【文部科学省、国の取り組みを概観する】

報告書>長寿社会における生涯学習の在り方について:平成24年3月を読む:こちらから。

【各世代における社会教育をどうとらえるか?】

国(文部科学省)の考え方を良く知っておくために、前出の報告書にある各世代ごとの特性に配慮した社会教育という部分を以下に転載します。

<転載部分>

2 世代別・性別の特性への配慮

(1)幼児・青少年期の特性

○ 幼児・青少年期は、学校教育・社会教育を通じて、様々な学習を積み重ね、多くの人との出会いを通して、社会に巣立つまでの間に、成人としての素地を築く時期であり、この時期における学習が高齢期の生き方にも大きく影響を与えることとなる。

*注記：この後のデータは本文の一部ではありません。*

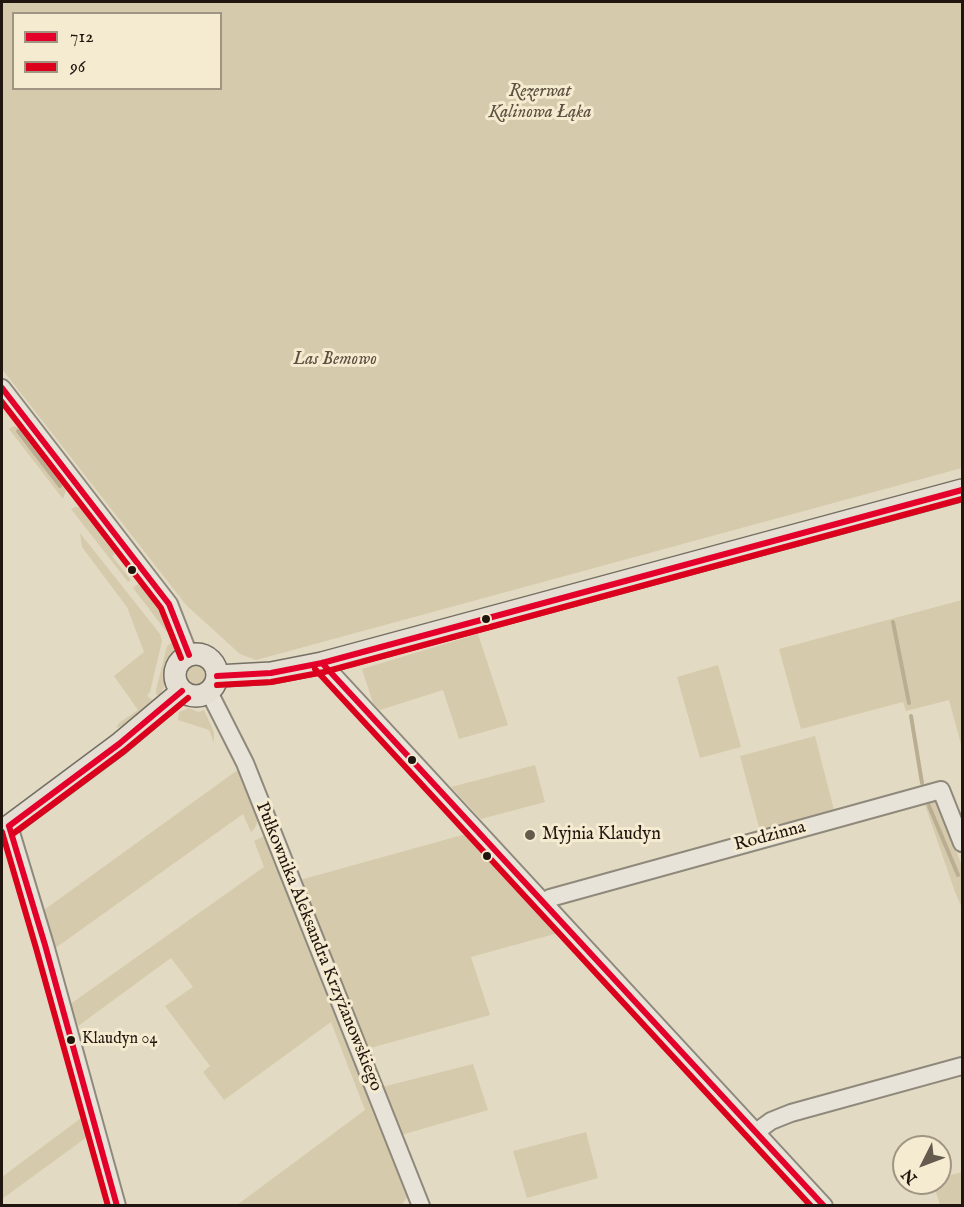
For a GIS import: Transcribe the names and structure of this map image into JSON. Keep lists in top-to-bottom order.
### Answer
{
  "streets": {
    "street": ["Rodzinna", "Pułkownika Aleksandra Krzyżanowskiego"]
  },
  "parks": ["Rezerwat Kalinowa Łąka", "Las Bemowo"],
  "places": ["Myjnia Klaudyn", "Klaudyn 04"],
  "lines": ["transit line 712", "transit line 96"],
  "legend": ["712", "96"],
  "north": "bottom left"
}
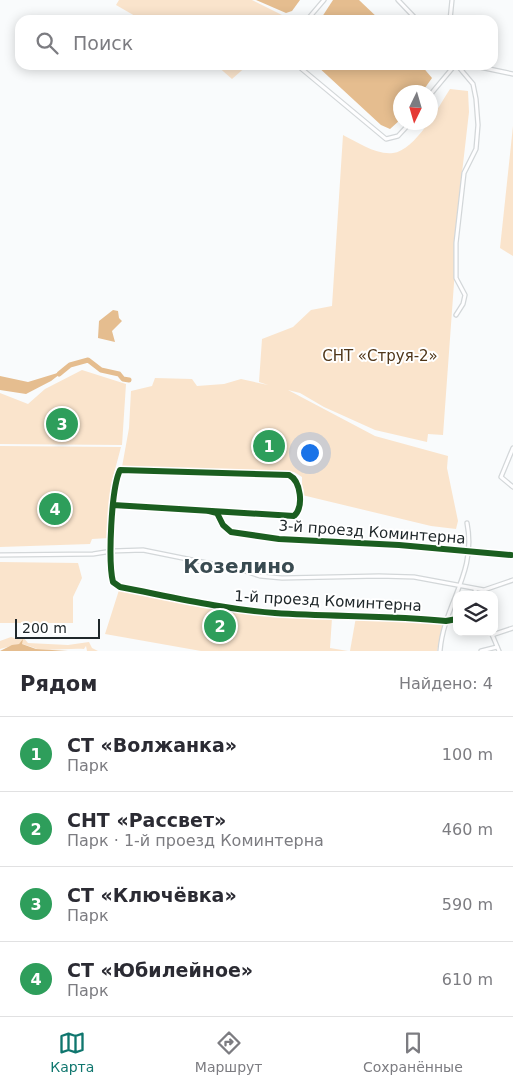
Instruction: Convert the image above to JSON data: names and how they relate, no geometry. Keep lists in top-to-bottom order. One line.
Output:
{"streets":{"street":["3-й проезд Коминтерна","1-й проезд Коминтерна"]},"crossings":[["3-й проезд Коминтерна","1-й проезд Коминтерна"]],"districts":["Козелино"],"parks":["СНТ «Струя-2»"],"scale_bar":"200 m","north":"bottom","page":{"search":"Поиск","pins":["3","1","4","2"],"scale":"200 m","heading":["Рядом","Найдено: 4"],"list":[{"mark":"1","name":"СТ «Волжанка»","note":"Парк","value":"100 m"},{"mark":"2","name":"СНТ «Рассвет»","note":"Парк · 1-й проезд Коминтерна","value":"460 m"},{"mark":"3","name":"СТ «Ключёвка»","note":"Парк","value":"590 m"},{"mark":"4","name":"СТ «Юбилейное»","note":"Парк","value":"610 m"}],"nav":["Карта","Маршрут","Сохранённые"]}}
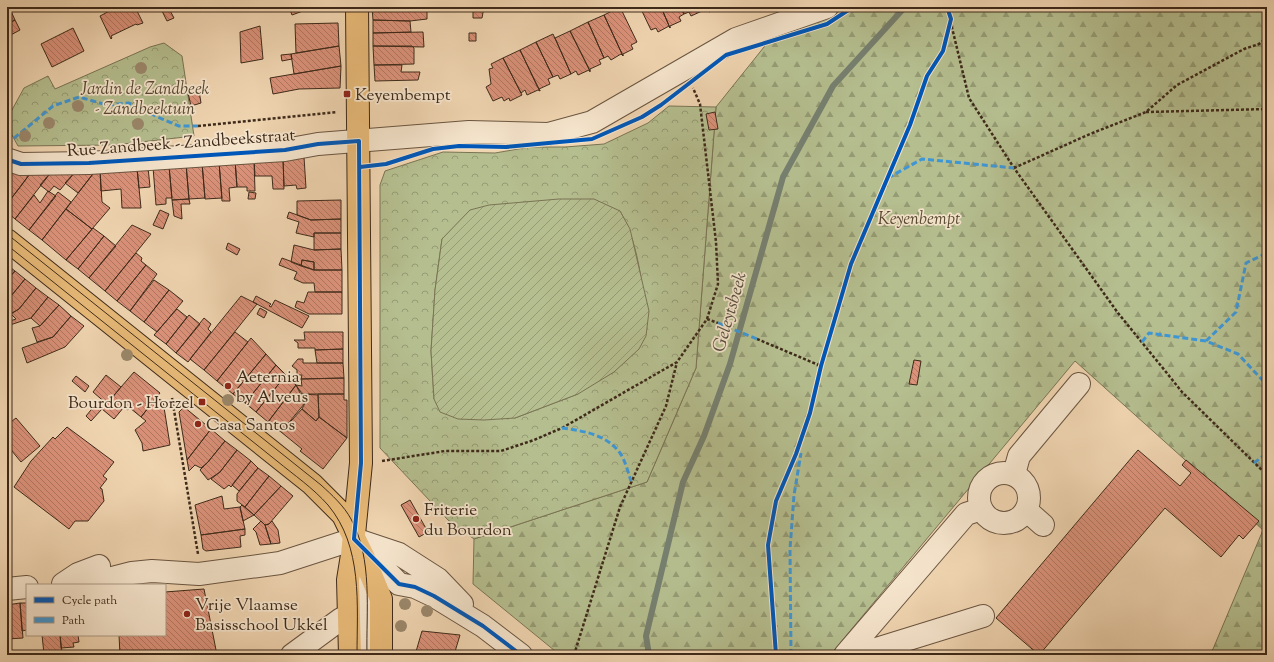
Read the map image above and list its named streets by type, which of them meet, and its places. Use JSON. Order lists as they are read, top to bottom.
{
  "streets": {
    "street": ["Rue Zandbeek - Zandbeekstraat"]
  },
  "water": ["Geleytsbeek"],
  "parks": ["Jardin de Zandbeek - Zandbeektuin", "Keyenbempt"],
  "places": {
    "transit": ["Keyembempt", "Bourdon - Horzel"],
    "other": [
      "Aeternia by Alveus",
      "Casa Santos",
      "Friterie du Bourdon",
      "Vrije Vlaamse Basisschool Ukkel"
    ]
  },
  "legend": ["Cycle path", "Path"]
}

○ この時期は、子どもたちが、自ら課題を見つけ、自ら学び、自ら考え、主体的に判断し、問題解決できる能力を養うことができるように、「学校」「家庭」「地域」が連携し、ボランティア活動・体験活動への参加、世代間交流の促進など、子どもたちが無理なく社会に関わることができる機会をつくり出していくことが重要である

○ 特に、核家族化が進行する中で、子どもたちが祖父母等の高齢者と一緒に生活する機会が少なくなり、人の老いや介護、人の死と向き合う経験が少なくなっている。このため、学校や地域での高齢者とのふれあい等を通じて、人の生涯や命の尊厳、高齢者の心身の特徴などその実態について理解するとともに、長寿社会における自らの生き方、人生100年時代の多毛作人生のライフデザイン、さらには生涯学習の大切さを考える機会を設けることが重要である。

(2)成人期の特性
○ 成人期は、社会人としての生活スタイルが安定していく時期であり、個人の関心、年齢、体力に応じた主体的な活動がより可能となっていく時期でもある。

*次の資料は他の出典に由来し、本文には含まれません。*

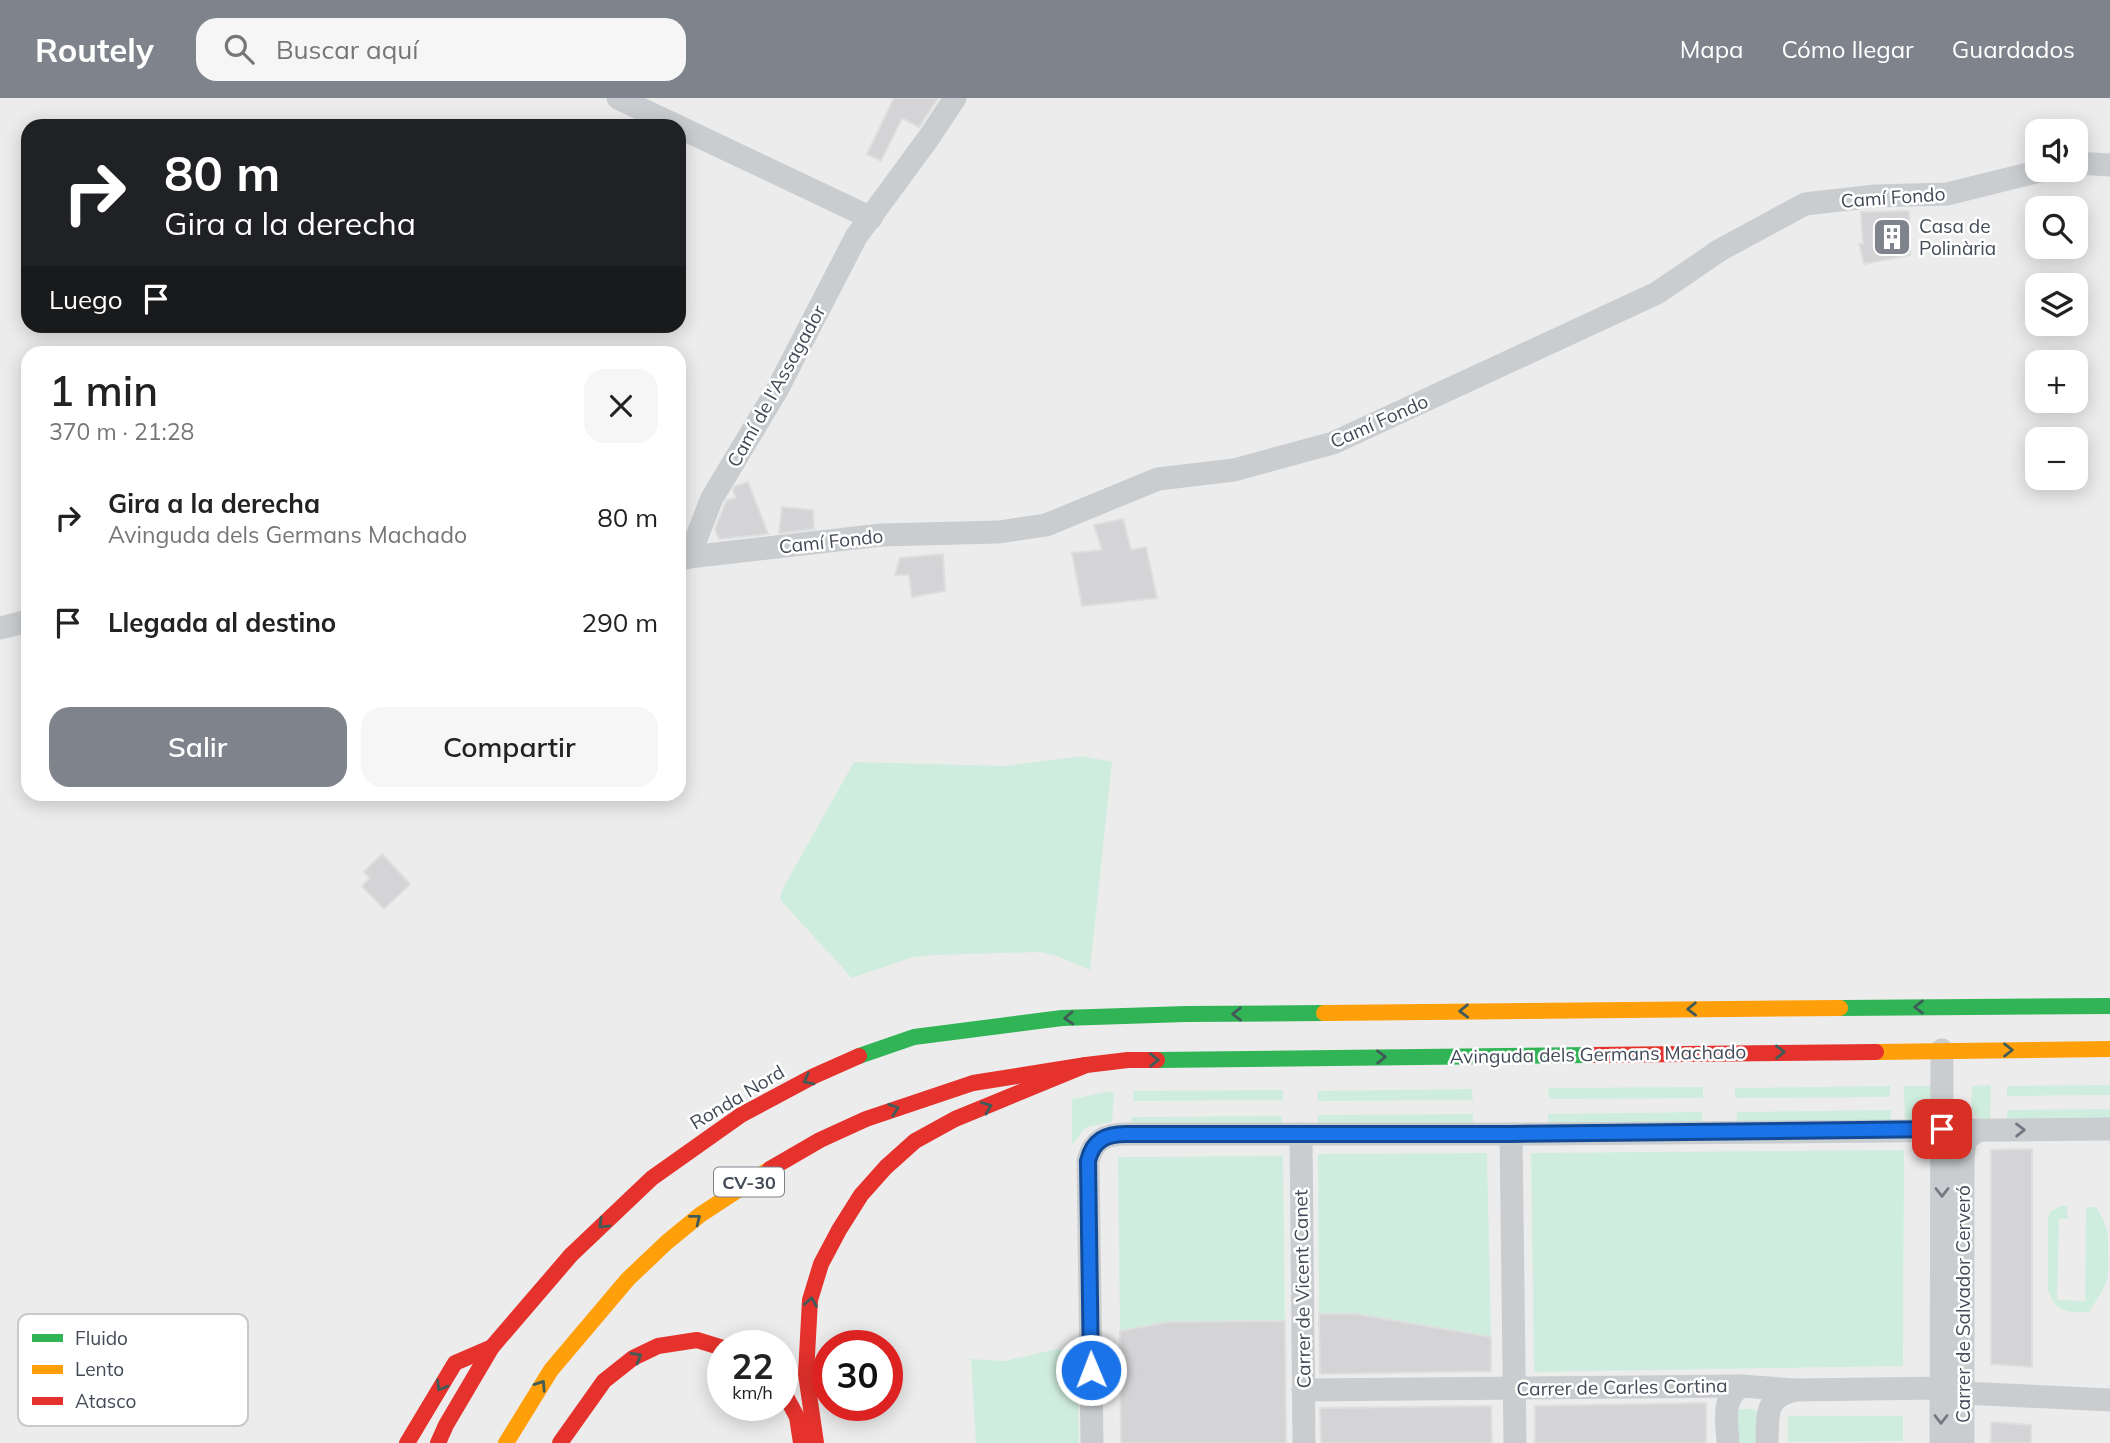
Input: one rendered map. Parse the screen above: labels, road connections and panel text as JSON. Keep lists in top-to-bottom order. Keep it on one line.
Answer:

○ この時期は、できるだけ早い段階から定年退職等により仕事中心の生活が大きく変化することを念頭におきつつ、自己実現や生きがいづくりで充実させることができるよう、学習活動や地域社会の取組に積極的に関わり、仕事以外の人間関係を幅広く築くとともに、健康維持・増進のため積極的にスポーツに取り組んだり、若い頃の働き方とは異なる第二、第三の人生を生きるための人生設計についての学びが必要である。

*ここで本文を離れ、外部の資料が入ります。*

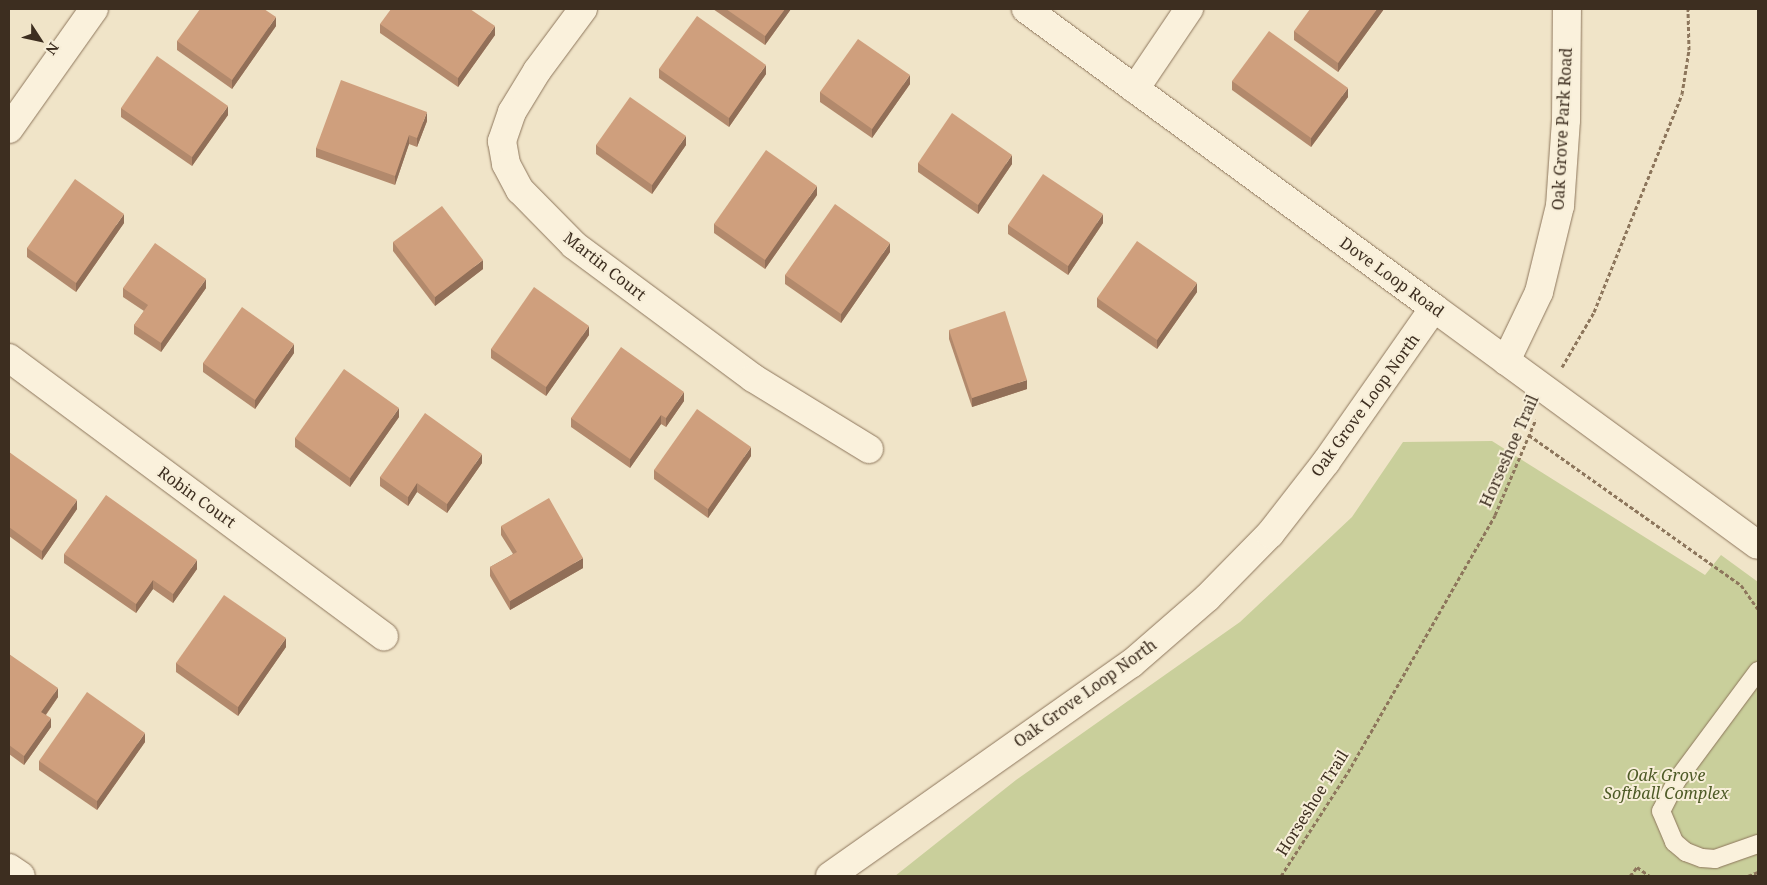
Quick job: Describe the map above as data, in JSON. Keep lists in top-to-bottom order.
{
  "streets": {
    "street": [
      "Oak Grove Park Road",
      "Martin Court",
      "Dove Loop Road",
      "Oak Grove Loop North",
      "Robin Court"
    ],
    "path": ["Horseshoe Trail"]
  },
  "crossings": [
    ["Oak Grove Park Road", "Dove Loop Road"],
    ["Dove Loop Road", "Oak Grove Loop North"],
    ["Dove Loop Road", "Horseshoe Trail"]
  ],
  "parks": ["Oak Grove Softball Complex"],
  "north": "bottom right"
}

○ このように、成人期こそ、来るべき高齢期に向けた課題に対応するための学習が必要である。しかし、現実には、仕事の都合や子育てなど家庭の事情等によって学習や地域での活動に関与する人の割合は決して高くないのが現状である。

○ こうしたことから、近年では、「男性は仕事中心、女性は家事・育児中心」という固定的な性別役割分担意識に異を唱える人たちが増え、性別にとらわれず家庭や仕事を男女ともに担うという「ワーク・ライフ・バランス(仕事と生活の調和)」の実現に向けた取組が官民ともに進められ、社会的機運も高まってきている。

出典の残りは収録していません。